Sermons

Summary: The Holy Spirit give us hope in our hopelessness.

Title: Groaning in our Waiting

Text: Romans 8:18-25

Thesis: The Holy Spirit gives us hope in our hopelessness.

Introduction:

I read this week that there is a high end, reservation only and cloth napkins restaurant in Portland, Oregon named “The Groaning Board.” My guess is the food is fabulous so the groaning is likely over the prices on the menu.

I was surprised to discover that there is such a thing as a “groaning toilet.” It the groaning sound caused by the hydraulic properties of water vibrating through the waterline of a building. While we may think there is air in the waterline plumbers know it is caused by a defective diaphragm in the fill-valve or ballcock in the toilet tank. You can figure out which fill-valve is faulty by a process of elimination.

In September of 2013 some Canadians were convinced aliens were making groaning noises in the sky. That theory was pretty much debunked. However there were noises. The Huffington Post cited a University of Saskatchewan physics professor who said the groaning noises in the sky were from the electromagnetic waves emitted from the Northern Lights. I don’t know what that means but it must be…

Groaning. We understand groaning as to make a deep sound because of pain or some strong emotion as in grief or disappointment or to make a low sound associated with extended suffering, sorrow and toil. (Groaning is more than expressing annoyance or unhappiness. It is more than murmuring and complaining.)

Groaning is unintelligible. It’s a sound that expresses what is inexpressible. Groaning expresses feelings that cannot be fully expressed with words. Heartbrokenness. Grief. Despair. Physical, emotional and spiritual exhaustion. Shame… we groan when we are in the depths hopelessness and helplessness and utterly at a loss as to what to say or do.

It is those experiences of hopelessness that the Holy Spirit of God comes to us.

I. The Holy Spirit gives us hope in our waiting, Romans 8:18-25

What we suffer now is nothing compared to the glory he will reveal to us later. For all creation is waiting eagerly for that future day when God will reveal who his children really are. Romans 8:18-19

The thought here is that we are here and now, so to speak, but we are looking forward to there and then. The in between time is called “waiting.”

I don’t know that any one gets a big kick out of waiting. Sometimes waiting is a really long time.

On Friday the BBC reported a Canadian, Edgar Nernberg, found five fish fossils while digging a basement for a new house. He is a (New Earth) creationist (and remains so) but he knew he had found something extraordinary and contacted a paleontologist.

The (Old Earth) paleontologist said the fossils were found in sandstone from the Paskapoo Formation which is a Paleocene Age sedimentary rock which preserved evidence of life at that time immediately following the mass extinction of life at the end of the Cretaceous Period which wiped out 3/4th of the species on earth, including the dinosaurs, 60 million years ago.

Here’s my point. Five fish died 60 million years ago. Those 5 fish waited 60 million years for Mr. Nernberg to excavate them with a backhoe. For the first time in 60 million years those fish were once again in the light of day. 60 million years is a long time to be trapped in a sedimentary rock.

That kind of elapsed time puts the frustration of sitting in a doctor’s office waiting room or sitting in traffic in the poor person’s lane on 36 while the rich guys blow by in the express lane in perspective.

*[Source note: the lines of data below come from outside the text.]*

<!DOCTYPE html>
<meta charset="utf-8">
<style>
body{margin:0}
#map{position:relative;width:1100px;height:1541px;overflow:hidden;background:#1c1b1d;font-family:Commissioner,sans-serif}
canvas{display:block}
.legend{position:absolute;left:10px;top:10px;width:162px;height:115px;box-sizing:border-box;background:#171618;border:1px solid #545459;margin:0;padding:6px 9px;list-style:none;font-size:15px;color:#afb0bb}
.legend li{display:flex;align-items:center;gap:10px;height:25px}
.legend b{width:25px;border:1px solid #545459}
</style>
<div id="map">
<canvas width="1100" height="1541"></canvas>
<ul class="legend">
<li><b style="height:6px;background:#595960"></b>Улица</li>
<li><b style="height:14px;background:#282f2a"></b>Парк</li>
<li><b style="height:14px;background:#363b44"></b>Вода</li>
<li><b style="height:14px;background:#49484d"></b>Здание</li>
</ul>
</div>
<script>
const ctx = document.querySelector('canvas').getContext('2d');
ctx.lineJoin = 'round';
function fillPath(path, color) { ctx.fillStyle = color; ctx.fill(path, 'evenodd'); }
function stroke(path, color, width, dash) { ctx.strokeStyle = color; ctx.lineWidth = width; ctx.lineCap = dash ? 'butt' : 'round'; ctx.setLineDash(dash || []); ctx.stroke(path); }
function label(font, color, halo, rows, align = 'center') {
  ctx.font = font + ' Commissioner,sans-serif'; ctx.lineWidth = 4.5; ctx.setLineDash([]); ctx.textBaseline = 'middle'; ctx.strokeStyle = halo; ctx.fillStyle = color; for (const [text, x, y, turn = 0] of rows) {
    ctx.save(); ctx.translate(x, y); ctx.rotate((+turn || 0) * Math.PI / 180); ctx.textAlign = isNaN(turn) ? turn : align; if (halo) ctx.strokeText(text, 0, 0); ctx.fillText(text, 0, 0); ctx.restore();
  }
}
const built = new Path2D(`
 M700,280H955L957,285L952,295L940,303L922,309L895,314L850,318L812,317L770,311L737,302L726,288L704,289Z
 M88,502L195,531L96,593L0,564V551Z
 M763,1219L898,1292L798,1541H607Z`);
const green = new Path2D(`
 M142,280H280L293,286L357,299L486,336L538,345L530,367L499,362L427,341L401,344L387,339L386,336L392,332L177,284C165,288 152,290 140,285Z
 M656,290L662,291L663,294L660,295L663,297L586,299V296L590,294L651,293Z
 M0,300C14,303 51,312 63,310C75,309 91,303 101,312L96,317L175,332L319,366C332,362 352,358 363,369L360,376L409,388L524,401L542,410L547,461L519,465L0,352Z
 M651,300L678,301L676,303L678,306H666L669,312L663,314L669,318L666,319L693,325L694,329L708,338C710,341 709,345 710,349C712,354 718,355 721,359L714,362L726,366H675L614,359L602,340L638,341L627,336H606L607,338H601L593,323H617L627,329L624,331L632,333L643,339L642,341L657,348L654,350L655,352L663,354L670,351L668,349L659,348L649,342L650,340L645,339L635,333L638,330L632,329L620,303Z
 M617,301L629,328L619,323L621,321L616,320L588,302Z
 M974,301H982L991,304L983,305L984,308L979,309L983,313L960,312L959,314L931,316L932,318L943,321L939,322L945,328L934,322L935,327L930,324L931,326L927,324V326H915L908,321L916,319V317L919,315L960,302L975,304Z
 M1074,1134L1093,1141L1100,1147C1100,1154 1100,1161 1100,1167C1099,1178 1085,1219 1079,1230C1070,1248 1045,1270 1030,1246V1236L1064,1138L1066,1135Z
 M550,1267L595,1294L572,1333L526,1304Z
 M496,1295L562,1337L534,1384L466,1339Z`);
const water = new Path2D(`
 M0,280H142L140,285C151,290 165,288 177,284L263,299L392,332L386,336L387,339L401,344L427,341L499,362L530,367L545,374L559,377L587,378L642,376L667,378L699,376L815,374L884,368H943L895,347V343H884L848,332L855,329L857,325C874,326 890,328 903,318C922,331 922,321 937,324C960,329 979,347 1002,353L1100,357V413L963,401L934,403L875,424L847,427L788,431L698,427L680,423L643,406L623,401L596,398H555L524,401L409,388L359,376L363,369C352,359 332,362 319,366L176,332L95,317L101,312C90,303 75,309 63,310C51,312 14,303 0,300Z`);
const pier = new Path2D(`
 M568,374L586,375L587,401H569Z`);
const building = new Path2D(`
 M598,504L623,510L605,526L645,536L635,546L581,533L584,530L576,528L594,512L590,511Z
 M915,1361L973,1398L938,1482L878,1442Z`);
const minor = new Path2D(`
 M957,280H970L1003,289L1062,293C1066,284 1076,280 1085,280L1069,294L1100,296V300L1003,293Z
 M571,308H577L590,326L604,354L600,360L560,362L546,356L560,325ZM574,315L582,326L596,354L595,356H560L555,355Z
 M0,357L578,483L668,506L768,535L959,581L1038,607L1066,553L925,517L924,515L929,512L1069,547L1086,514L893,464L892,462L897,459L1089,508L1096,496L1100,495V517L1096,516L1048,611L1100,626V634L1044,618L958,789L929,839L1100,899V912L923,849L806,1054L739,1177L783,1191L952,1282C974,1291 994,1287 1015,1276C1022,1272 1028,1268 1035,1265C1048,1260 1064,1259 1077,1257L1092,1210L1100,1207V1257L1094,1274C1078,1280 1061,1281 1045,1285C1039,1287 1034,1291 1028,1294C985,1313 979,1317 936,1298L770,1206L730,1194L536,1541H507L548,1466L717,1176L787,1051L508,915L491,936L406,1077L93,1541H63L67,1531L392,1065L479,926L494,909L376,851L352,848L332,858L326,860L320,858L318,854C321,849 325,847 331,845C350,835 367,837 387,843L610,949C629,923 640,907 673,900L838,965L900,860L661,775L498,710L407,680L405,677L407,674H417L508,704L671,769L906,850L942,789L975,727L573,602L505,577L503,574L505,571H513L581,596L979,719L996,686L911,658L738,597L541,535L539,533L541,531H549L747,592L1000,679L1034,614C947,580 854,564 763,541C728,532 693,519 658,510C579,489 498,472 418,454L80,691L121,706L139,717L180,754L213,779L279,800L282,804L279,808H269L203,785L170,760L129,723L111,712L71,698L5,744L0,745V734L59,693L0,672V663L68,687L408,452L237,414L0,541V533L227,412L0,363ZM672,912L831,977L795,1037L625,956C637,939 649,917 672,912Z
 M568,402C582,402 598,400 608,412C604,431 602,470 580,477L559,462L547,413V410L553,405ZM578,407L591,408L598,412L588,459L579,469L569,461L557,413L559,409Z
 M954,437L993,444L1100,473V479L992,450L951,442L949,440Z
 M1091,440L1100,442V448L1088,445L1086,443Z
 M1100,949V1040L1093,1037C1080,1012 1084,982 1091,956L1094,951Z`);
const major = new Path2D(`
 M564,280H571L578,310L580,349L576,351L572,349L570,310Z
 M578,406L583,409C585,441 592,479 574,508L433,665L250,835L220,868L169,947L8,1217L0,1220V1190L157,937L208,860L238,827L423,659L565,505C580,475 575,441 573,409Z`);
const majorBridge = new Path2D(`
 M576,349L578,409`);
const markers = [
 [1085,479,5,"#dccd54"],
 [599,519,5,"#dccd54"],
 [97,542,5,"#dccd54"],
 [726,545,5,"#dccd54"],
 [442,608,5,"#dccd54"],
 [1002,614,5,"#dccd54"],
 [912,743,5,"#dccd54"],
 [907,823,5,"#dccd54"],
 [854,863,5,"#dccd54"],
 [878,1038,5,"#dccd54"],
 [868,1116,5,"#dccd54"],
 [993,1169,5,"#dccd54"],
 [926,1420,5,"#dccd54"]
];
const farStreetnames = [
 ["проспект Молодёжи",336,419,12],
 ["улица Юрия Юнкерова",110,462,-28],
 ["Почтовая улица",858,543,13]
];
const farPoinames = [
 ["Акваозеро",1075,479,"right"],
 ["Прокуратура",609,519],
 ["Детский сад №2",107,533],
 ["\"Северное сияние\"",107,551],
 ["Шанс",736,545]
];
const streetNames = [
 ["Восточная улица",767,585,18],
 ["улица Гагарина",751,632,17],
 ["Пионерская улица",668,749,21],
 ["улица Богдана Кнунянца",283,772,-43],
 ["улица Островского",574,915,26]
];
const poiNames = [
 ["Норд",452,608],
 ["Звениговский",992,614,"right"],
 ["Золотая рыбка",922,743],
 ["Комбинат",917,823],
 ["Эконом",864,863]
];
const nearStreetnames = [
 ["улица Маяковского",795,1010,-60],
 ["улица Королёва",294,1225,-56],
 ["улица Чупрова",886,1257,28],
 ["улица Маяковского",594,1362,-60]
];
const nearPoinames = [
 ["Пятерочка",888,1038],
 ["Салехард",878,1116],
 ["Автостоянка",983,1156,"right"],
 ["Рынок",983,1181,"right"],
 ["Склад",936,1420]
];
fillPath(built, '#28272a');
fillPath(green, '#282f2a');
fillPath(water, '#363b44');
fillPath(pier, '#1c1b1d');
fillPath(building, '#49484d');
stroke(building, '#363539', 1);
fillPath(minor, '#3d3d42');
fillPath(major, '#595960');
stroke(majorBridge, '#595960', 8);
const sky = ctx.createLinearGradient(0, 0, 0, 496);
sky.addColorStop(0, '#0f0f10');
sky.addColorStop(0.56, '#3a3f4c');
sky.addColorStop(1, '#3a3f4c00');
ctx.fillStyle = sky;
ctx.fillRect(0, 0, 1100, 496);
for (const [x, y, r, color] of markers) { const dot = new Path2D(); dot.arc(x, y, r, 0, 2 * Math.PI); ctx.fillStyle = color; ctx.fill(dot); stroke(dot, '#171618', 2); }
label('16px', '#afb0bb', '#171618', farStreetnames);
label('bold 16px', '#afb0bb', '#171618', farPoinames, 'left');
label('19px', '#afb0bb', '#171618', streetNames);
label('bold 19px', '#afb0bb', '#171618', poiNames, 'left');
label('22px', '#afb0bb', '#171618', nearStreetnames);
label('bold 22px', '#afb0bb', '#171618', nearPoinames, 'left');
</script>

Our text today speaks more to waiting in sedimentary rock than to waiting in traffic. And specifically to how creation and mankind waits for what is yet to come… our hope.

A. Our Present Hopelessness, 8:18-23a

We know that all creation has been groaning as in the pains of child birth right up to the present time. And we believers also groan even though we have the Holy Spirit in us as a foretaste of future glory. Romans 8:22-23

In Genesis we read of how one of the consequences of Adam’s fall was that the ground would be cursed. We don’t really get that beyond the fact that people would have to scratch a living from the soil and do battle with thorns and thistles in order to get food to eat before we would eventually return to the ground from which we were made, i.e., “dust to dust ashes to ashes…”

For Adam and Eve and for us the idyllic life in the Garden of Eden was no more and will never be until Jesus comes again.

Meanwhile we work really hard at taming the land.